Martínez-Palacios Karol, Rubiano Andrés M, Demetriades Andreas K, Vásquez-García Sebastián
Universidad del Rosario, Bogotá, Colombia.
MEDITECH Foundation, Cali, Colombia.
Brain Spine. 2025 May 17;5:104281. doi: 10.1016/j.bas.2025.104281. eCollection 2025.
Traumatic Central Cord Syndrome (TCCS) presents complex challenges in the management of spinal cord injury. Characterized by disproportionate upper limb weakness, TCCS is the most common clinical spinal cord syndrome, typically affecting males in a bimodal age distribution. Mechanisms include hyperextension injuries in older adults with degenerative cervical spine disease and high-energy trauma in younger individuals. Diagnosis is based on neurological assessment, with the American Spinal Injury Association (ASIA) Impairment Scale used for severity classification. Management strategies, including surgical and medical approaches, may influence functional outcomes, although high-quality comparative evidence is limited. Surgical decompression and stabilization are often pursued to relieve mechanical compression, while nonoperative strategies may be considered in selected cases with less severe neurological deficits. The timing of surgical intervention remains a subject of ongoing debate and must be individualized. Neurocritical care considerations are increasingly recognized as potentially important in the early phase of TCCS. Experimental and clinical investigations into intraspinal pressure (ISP), mean arterial pressure (MAP), and spinal perfusion pressure (SPP) monitoring suggest these parameters may aid in minimizing secondary injury, though their routine clinical use is not yet established. Complications such as venous thromboembolism, infection, pressure injuries, and autonomic dysfunction are common and require comprehensive management. The role of corticosteroids remains controversial. This narrative review synthesizes current knowledge on TCCS, with emphasis on diagnostic, surgical, and neurocritical care considerations. As the field advances, further evidence is needed to clarify optimal management pathways and improve outcomes in this challenging clinical entity.

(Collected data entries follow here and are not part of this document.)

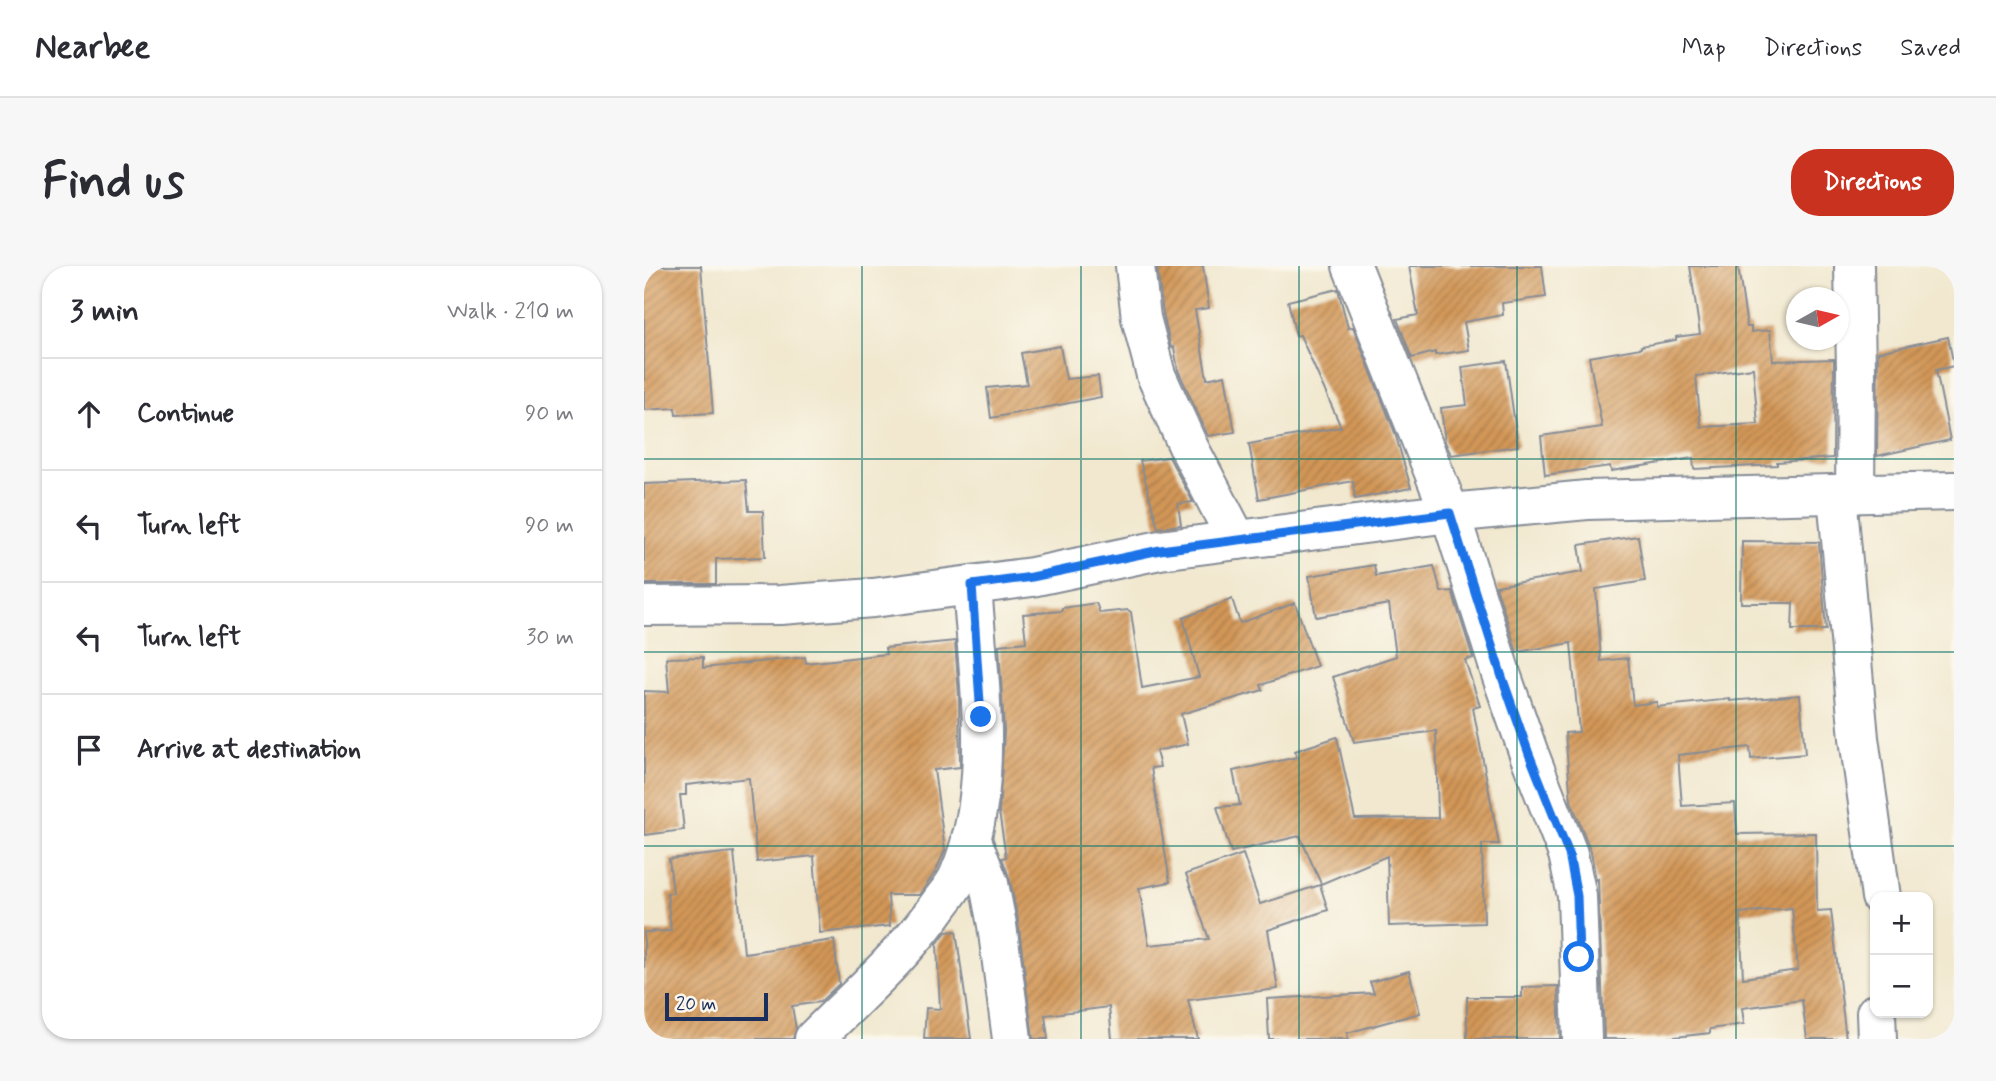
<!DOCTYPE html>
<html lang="en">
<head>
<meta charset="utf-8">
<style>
  :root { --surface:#fff; --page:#f7f7f7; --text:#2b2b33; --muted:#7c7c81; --line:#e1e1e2; --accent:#c8321e }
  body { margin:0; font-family:Mynerve,sans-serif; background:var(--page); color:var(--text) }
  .controls { position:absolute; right:21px; bottom:21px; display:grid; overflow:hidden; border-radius:14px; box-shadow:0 2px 5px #0004 }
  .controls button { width:63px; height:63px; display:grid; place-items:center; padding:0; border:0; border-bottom:2px solid var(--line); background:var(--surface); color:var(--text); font:35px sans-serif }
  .compass { position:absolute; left:1142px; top:21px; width:63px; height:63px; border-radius:50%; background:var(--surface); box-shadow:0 2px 5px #0004; rotate:82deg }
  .scale { position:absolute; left:21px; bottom:18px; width:103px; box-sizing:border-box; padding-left:7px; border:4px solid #1b2f5e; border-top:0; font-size:19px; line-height:24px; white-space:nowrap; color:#1b2f5e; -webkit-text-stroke:5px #fbf7ec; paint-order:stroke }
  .stop { position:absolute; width:21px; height:21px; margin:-16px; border:5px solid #1a73e8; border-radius:50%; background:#fff }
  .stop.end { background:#1a73e8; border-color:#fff; box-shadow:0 2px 7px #0008 }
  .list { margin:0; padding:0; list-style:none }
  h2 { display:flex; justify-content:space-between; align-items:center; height:91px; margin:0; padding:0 28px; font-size:30px }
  h2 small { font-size:23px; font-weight:400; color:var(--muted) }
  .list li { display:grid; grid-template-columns:46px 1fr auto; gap:21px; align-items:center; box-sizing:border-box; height:112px; padding:0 28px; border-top:2px solid var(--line) }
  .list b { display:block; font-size:26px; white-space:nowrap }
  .list em { font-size:23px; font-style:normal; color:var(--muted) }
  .icon { flex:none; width:38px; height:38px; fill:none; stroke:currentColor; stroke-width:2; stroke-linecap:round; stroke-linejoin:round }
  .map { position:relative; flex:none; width:1310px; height:773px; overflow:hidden; border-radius:28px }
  header { display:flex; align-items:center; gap:42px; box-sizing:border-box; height:98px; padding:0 35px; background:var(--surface); border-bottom:2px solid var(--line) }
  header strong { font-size:33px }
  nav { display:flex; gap:38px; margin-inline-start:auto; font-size:24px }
  .intro { display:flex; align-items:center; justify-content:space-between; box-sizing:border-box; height:168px; padding:0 42px }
  h1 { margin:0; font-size:49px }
  .button { padding:18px 32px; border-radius:28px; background:var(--accent); color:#fff; font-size:24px; font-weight:700 }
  main { display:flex; gap:42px; padding:0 42px }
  aside { flex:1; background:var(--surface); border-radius:28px; box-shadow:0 2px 5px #0004 }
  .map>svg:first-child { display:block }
  .building { fill:url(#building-hatch); fill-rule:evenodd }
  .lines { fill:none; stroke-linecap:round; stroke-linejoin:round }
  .minor-casing { stroke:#868c96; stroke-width:42 }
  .minor { stroke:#fff; stroke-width:38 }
  .route { stroke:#1a73e8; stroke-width:9 }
  .grid { fill:none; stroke:#0f766e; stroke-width:2; stroke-opacity:0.55 }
</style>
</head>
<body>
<header>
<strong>Nearbee</strong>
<nav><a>Map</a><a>Directions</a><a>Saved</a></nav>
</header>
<div class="intro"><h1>Find us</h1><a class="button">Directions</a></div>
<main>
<aside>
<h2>3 min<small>Walk · 210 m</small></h2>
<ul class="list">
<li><svg class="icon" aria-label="ahead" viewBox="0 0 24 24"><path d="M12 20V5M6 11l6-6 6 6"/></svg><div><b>Continue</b></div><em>90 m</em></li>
<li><svg class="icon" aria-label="left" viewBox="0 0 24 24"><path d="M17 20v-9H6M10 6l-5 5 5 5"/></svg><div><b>Turn left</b></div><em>90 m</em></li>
<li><svg class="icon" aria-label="left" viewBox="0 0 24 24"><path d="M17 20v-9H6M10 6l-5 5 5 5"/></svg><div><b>Turn left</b></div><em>30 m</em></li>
<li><svg class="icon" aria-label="arrive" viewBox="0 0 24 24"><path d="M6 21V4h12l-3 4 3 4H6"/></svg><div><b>Arrive at destination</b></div></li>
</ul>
</aside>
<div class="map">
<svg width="1310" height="773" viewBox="0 0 1310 773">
  <defs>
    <pattern id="building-hatch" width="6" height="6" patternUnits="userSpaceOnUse" patternTransform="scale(1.75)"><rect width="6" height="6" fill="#d39757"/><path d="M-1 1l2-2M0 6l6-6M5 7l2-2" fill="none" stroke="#aa7c4b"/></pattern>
  </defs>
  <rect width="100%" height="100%" fill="#fbf7ec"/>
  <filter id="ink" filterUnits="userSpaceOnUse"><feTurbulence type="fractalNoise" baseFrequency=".0143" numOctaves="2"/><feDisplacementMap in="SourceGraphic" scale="14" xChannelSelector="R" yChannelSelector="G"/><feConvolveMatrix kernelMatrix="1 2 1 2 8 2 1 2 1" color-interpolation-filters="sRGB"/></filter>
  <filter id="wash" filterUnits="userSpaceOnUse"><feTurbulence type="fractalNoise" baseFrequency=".00686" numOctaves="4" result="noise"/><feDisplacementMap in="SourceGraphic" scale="28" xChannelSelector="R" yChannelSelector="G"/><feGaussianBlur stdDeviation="1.57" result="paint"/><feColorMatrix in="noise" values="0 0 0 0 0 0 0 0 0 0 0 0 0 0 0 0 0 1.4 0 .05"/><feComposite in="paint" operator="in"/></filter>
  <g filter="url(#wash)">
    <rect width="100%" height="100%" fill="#f1e8cf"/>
    <g id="blocks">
      <g class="building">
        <polygon points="0,0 57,0 69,147 32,149 31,142 0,144"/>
        <polygon points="513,0 559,0 565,42 551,44 563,113 581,109 591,166 564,170 534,104 530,81 527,82 519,48"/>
        <polygon points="765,0 898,0 902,31 858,37 859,49 820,56 825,84 791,89 791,86 768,92 753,53 774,49"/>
        <path d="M1046,0h48l9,61h4v5l19,-2 3,31 61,-2 -1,99 -56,4v3l-83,4 -1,-11 -82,13 -1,-5 -65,9 -4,-39 61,-9 -13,-70 52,-9v-2l35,-6v-3l24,-3zM1109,102l5,56 -57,3 -5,-51z"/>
        <polygon points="694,23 704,62 709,61 751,167 767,222 711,233 709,215 615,233 605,178 697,161 656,69 652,70 644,35"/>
        <polygon points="1304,71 1310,100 1292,104 1306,174 1233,190 1234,86"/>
        <polygon points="416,80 422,113 454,110 457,131 347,152 343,122 383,118 377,87"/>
        <polygon points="862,95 874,180 807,189 801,176 797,142 823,139 818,101"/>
        <polygon points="525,191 549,236 534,238 537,259 514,262 496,195"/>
        <polygon points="102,214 105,245 119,245 121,291 72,293 72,318 0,318 0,218"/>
        <path d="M994,270l7,45 -49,8 5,72 27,-3 5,47 24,-3v5l73,-8v2l70,-6 5,59 -54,5 -1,-12 -72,8 4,51 53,-3 2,31 79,-1 1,78 14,-1 15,129h-39l-5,-39 -60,8 2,16 -34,5v4l-53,6h-53l-6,-160 -2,1 -5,-28 -20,-51 -6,-68 14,-1 -8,-89 -54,9 -21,-66 87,-14 -4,-27zM1148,642l6,62 -55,8 -3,-65z"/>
        <polygon points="1098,275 1175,276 1182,364 1148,364 1149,337 1097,337"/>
        <polygon points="730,299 732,310 790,300 797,326 808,325 829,392 821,394 836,440 829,442 855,578 838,578 840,657 745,660 743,590 677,618 656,570 587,586 573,541 596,539 589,505 653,491 651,485 693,471 711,553 794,552 792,465 710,476 689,411 752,390 745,338 672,351 665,310"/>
        <polygon points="588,333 596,357 651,337 673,400 617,419 619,424 537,448 544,478 512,485 516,501 507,502 526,616 495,622 505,679 565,673 542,608 599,588 616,638 676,619 684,644 624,664 634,723 544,734 554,773 468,773 465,741 401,749 404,773 389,773 374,655 366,614 358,592 362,591 355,546 360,465 355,379 382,376 379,348 418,345 418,342 452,337 456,347 484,344 487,346 498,422 555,411 539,352"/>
        <polygon points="311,375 315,429 316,501 290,504 301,584 292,605 275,629 244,629 246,660 176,667 170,590 113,596 105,512 42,519 42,529 36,529 40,564 0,569 0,425 25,426 22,392 59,391 59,402 161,391 162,397 242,388 241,382"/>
        <polygon points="90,586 100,687 190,674 195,718 176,736 148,740 152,763 149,773 0,773 0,666 27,665 23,627 29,627 25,593"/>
        <polygon points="312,665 327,773 280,773 282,742 296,743 293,678 302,666"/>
        <polygon points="765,705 776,747 703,767 704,773 625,773 623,733 730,727 726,716"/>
        <polygon points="914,720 916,773 823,773 823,731 878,731 878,721"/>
      </g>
    </g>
  </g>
  <g filter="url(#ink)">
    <use href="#blocks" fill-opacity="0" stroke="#868c96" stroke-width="2"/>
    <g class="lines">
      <defs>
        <g id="minor">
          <polyline points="491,0 497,52 512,109 544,180 593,274"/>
          <polyline points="708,0 806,247 857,408 885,488 924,588 933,630 938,773"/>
          <polyline points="1210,0 1212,104 1211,228"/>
          <polyline points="1193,229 1215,472 1237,631"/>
          <polyline points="0,340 136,339 229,332 388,311 516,284 806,247 943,234 1310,225"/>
          <polyline points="327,572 345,618 353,659 368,773"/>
          <polyline points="1232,747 1233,773"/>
          <path d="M170,773c44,-44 92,-86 127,-137 6,-8 14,-17 18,-27 38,-86 19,-199 13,-290"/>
        </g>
      </defs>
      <use href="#minor" class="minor-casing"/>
      <use href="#minor" class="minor"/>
    </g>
  </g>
  <g class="lines" filter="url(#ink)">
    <polyline class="route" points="337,451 328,319 388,311 516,284 806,247 857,408 885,488 925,588 933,630 935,691"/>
  </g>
  <path class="grid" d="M218,0v773M437,0v773M655,0v773M873,0v773M1092,0v773M0,193h1310M0,386h1310M0,580h1310"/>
</svg>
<div class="controls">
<button>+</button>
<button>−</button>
</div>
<svg class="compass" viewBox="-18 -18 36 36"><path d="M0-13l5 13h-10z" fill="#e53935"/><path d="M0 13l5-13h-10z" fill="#7c7c81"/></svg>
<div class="scale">20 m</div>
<div class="stop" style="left:935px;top:691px"></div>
<div class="stop end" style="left:337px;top:451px"></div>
</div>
</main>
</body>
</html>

创伤性中央脊髓综合征(TCCS)在脊髓损伤的管理中面临着复杂的挑战。TCCS的特征是上肢无力程度不成比例,它是最常见的临床脊髓综合征,通常在双峰年龄分布中影响男性。其机制包括患有退行性颈椎疾病的老年人的过伸性损伤以及年轻人的高能创伤。诊断基于神经学评估,美国脊髓损伤协会(ASIA)损伤量表用于严重程度分类。管理策略,包括手术和药物治疗方法,可能会影响功能结局,尽管高质量的比较证据有限。通常进行手术减压和稳定化以缓解机械压迫,而对于神经功能缺损较轻的特定病例,可以考虑非手术策略。手术干预的时机仍然是一个持续争论的话题,必须个体化。在TCCS的早期阶段,神经重症监护方面的考虑越来越被认为具有潜在的重要性。对脊髓内压力(ISP)、平均动脉压(MAP)和脊髓灌注压(SPP)监测的实验和临床研究表明,这些参数可能有助于将继发性损伤降至最低,尽管它们在常规临床中的应用尚未确立。静脉血栓栓塞、感染、压疮和自主神经功能障碍等并发症很常见,需要综合管理。皮质类固醇的作用仍然存在争议。这篇叙述性综述综合了关于TCCS的当前知识,重点是诊断、手术和神经重症监护方面的考虑。随着该领域的发展,需要进一步的证据来阐明最佳管理途径并改善这个具有挑战性的临床实体的治疗效果。